If you're like me and you've attended more than a handful of concerts in the past several years, you'll have noticed a trend toward the standing ovation for each and every piece performed. To me this is mostly a ridiculous fad that smacks of the audience congratulating themselves on attending a classical music concert. However, despite my cynicism, it's hard to begrudge an audience wanting to fully impart their joy and appreciation to the musicians on stage.
Although, never before have I heard the music accused of denying an audience their god-given right to the standing ovation.
Madison Symphony Features Cellist
Wow, snappy title.
Madison audiences are known for the generosity of their standing ovations...
...I know this is probably just me, but this is so condescending -- towards who I'm not exactly sure...
-- but, sometimes, it's hard to know when to stand.
I know. It really bites doesn't it? I mean, audiences already have so much to keep track of with respect to their applause.
How many movements? Are those movements performed without breaks? Is there a soloist? It's really enough to drive one to a fit of coughing or loudly crumpling their program in nervous anticipation.
Friday, for example,...
Excellent, an example.
...the Madison Symphony Orchestra featured cellist Ralph Kirshbaum, who played a haunting 22-minute piece, "Schelomo Hebraic Rhapsody for Cello and Orchestra" by Ernest Bloch, which ends in a long lamentation, one so somber that even the composer said "this work alone ends with complete negation, but the subject demands it."
Oooo...that is a tough call. The standing O for the somber lamentation? Man, how dare that orchestra put that kind of pressure on an audience while their community-wide sonic, choreographed love sits bursting at the seams.
A work of music that ends with "complete negation" is not the kind of thing that brings an audience to its feet, not matter how brilliantly the artist plays.
Couldn't have said it better myself.
So, when Kirshbaum finished, about half the audience at Overture Hall rose for the customary ovation and the other half seemed to wonder what to do.
So maybe music that ends with "complete negation" is the kind of thing that brings 50% of people to their feet. Learn something new everyday.
I mean, they only get one chance to show their appreciation. It's not like he's playing another piece.
His next work was Antonin Dvorak's "Silent Woods for Cello and Orchestra," which got off to a little bit of an awkward start as Kirshbaum and MSO Music Director John DeMain walked back onto the stage,...
Oh, wait. He's coming back for more? The audience must be so confused.
...walked back onto the stage, only to have DeMain peel off and go back to the wings before admitting he didn't have the music. It was one of those great non-musical moments you share only if you attend the live performances.
But, what of the whole standing ovation fiasco? How was the situation resolved? Without violence I hope.
None of this is to detract from Kirshbaum, who played brilliantly. It's just that the music sometimes gets in the way of tradition.

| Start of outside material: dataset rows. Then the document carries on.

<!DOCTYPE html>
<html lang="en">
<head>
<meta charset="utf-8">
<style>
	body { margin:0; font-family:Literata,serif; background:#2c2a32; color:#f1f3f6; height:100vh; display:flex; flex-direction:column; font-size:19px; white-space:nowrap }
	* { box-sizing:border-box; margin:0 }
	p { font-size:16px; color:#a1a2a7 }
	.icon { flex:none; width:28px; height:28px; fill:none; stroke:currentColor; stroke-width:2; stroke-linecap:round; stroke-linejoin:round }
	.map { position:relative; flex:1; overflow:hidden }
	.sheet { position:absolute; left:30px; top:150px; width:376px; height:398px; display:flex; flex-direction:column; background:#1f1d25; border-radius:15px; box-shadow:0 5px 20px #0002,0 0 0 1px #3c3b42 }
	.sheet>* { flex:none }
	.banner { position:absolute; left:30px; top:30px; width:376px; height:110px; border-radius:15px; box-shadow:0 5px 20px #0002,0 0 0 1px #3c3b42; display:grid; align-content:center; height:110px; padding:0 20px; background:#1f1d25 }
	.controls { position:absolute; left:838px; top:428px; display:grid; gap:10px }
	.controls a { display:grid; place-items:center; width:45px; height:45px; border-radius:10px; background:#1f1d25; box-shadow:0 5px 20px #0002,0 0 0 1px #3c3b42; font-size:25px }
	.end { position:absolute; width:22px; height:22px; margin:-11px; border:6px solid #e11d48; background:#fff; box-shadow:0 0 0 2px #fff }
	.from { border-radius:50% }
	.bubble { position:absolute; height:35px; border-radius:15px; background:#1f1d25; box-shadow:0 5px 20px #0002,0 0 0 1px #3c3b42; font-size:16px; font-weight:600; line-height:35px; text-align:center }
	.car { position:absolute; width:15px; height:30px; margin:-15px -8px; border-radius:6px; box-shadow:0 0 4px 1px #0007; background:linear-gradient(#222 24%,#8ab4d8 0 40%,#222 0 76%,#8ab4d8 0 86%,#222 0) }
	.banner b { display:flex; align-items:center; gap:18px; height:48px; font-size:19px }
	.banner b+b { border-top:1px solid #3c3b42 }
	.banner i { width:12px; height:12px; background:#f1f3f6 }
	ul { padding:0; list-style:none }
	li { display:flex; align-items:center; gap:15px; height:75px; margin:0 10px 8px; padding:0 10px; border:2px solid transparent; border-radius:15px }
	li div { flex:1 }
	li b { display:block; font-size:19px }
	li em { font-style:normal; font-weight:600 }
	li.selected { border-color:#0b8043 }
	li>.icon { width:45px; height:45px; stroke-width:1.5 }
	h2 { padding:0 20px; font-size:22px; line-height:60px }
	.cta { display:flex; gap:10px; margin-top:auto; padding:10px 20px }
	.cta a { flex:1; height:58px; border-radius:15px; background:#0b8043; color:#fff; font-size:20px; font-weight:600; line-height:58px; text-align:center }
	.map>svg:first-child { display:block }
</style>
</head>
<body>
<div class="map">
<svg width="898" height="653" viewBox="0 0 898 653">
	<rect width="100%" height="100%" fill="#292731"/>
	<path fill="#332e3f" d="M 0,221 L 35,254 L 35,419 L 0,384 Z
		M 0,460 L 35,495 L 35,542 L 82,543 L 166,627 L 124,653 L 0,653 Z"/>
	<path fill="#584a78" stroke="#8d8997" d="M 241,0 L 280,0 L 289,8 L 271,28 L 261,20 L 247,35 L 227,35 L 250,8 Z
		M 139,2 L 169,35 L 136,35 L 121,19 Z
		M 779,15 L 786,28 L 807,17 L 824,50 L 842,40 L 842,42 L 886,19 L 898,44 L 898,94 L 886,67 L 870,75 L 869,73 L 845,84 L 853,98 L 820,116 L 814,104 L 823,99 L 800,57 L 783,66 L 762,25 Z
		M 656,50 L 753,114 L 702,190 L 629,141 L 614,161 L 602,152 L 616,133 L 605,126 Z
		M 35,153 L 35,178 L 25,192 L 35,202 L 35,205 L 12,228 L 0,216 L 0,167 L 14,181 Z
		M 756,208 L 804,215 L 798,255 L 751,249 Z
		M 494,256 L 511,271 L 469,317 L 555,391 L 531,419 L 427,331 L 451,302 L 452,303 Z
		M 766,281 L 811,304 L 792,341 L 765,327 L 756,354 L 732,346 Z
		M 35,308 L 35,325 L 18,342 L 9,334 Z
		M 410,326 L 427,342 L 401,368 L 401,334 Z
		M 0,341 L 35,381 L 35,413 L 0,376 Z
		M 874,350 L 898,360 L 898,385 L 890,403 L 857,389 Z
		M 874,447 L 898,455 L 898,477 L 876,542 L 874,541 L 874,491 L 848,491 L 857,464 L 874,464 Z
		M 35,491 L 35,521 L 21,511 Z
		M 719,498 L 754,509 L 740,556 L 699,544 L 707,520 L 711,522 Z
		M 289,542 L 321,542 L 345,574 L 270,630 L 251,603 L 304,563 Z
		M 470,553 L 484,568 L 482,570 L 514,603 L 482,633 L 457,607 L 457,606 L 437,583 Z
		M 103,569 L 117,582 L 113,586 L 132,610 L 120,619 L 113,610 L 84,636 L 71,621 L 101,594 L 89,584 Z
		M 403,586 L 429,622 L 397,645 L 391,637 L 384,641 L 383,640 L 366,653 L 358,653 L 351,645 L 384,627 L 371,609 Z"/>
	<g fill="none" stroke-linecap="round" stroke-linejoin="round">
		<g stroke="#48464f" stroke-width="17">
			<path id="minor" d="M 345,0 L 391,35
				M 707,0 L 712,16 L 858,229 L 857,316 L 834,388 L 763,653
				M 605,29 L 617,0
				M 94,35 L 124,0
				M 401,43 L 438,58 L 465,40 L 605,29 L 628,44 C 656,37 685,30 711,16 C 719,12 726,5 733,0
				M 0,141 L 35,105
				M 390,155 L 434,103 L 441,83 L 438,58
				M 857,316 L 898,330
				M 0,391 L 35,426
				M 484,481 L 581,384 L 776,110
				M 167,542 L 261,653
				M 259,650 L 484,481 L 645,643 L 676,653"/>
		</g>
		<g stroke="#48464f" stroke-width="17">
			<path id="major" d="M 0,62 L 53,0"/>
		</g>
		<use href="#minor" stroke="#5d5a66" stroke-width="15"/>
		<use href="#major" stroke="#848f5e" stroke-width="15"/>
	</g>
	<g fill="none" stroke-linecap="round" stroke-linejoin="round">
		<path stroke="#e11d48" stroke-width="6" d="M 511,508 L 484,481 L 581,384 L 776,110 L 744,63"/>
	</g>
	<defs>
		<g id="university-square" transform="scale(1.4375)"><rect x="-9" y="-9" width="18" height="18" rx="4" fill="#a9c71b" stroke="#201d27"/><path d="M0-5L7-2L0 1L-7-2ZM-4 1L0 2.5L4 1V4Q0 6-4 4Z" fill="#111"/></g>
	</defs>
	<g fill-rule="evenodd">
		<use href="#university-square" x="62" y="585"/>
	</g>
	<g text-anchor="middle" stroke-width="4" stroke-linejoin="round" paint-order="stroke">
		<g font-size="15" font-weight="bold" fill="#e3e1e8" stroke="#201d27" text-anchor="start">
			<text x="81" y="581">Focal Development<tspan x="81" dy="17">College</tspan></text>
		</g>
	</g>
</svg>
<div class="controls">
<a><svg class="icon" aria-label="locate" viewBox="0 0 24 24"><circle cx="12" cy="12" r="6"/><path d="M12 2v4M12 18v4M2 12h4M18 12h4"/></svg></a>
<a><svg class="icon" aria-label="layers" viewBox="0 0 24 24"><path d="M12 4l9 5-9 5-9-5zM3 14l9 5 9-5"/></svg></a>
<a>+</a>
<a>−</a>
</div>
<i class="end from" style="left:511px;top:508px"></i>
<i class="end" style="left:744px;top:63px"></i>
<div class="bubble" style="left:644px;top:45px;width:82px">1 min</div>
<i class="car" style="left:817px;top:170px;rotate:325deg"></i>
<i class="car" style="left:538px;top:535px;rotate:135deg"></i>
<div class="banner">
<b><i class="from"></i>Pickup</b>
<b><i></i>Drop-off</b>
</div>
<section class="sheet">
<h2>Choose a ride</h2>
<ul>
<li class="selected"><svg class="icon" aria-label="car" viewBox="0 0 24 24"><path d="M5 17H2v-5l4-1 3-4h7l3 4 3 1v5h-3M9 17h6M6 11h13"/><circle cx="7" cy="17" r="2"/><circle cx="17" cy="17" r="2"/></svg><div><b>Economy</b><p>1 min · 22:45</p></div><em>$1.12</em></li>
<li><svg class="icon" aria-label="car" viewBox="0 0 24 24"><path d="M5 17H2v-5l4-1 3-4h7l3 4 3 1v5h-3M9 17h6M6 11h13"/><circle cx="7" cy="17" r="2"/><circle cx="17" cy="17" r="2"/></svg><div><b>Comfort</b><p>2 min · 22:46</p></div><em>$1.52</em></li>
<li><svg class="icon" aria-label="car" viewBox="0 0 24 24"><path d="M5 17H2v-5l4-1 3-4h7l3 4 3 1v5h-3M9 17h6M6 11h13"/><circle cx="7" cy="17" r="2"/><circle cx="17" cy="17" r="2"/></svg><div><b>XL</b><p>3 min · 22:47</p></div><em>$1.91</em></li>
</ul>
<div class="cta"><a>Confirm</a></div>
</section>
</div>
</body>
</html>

Fucking music. Seriously, where does it get off?
When he finished the first half of the program, the audience had no problem at all rising as one to applaud him through several bows.
Whew. It's nice when things work themselves out, and everyone is able to just forget the unpleasantness that followed the Bloch.
By the way, the second half the concert "featured" Tchaikovsky's Fifth Symphony with many "familiar tunes" and an excellent time was had by all. A standing ovation followed the performance.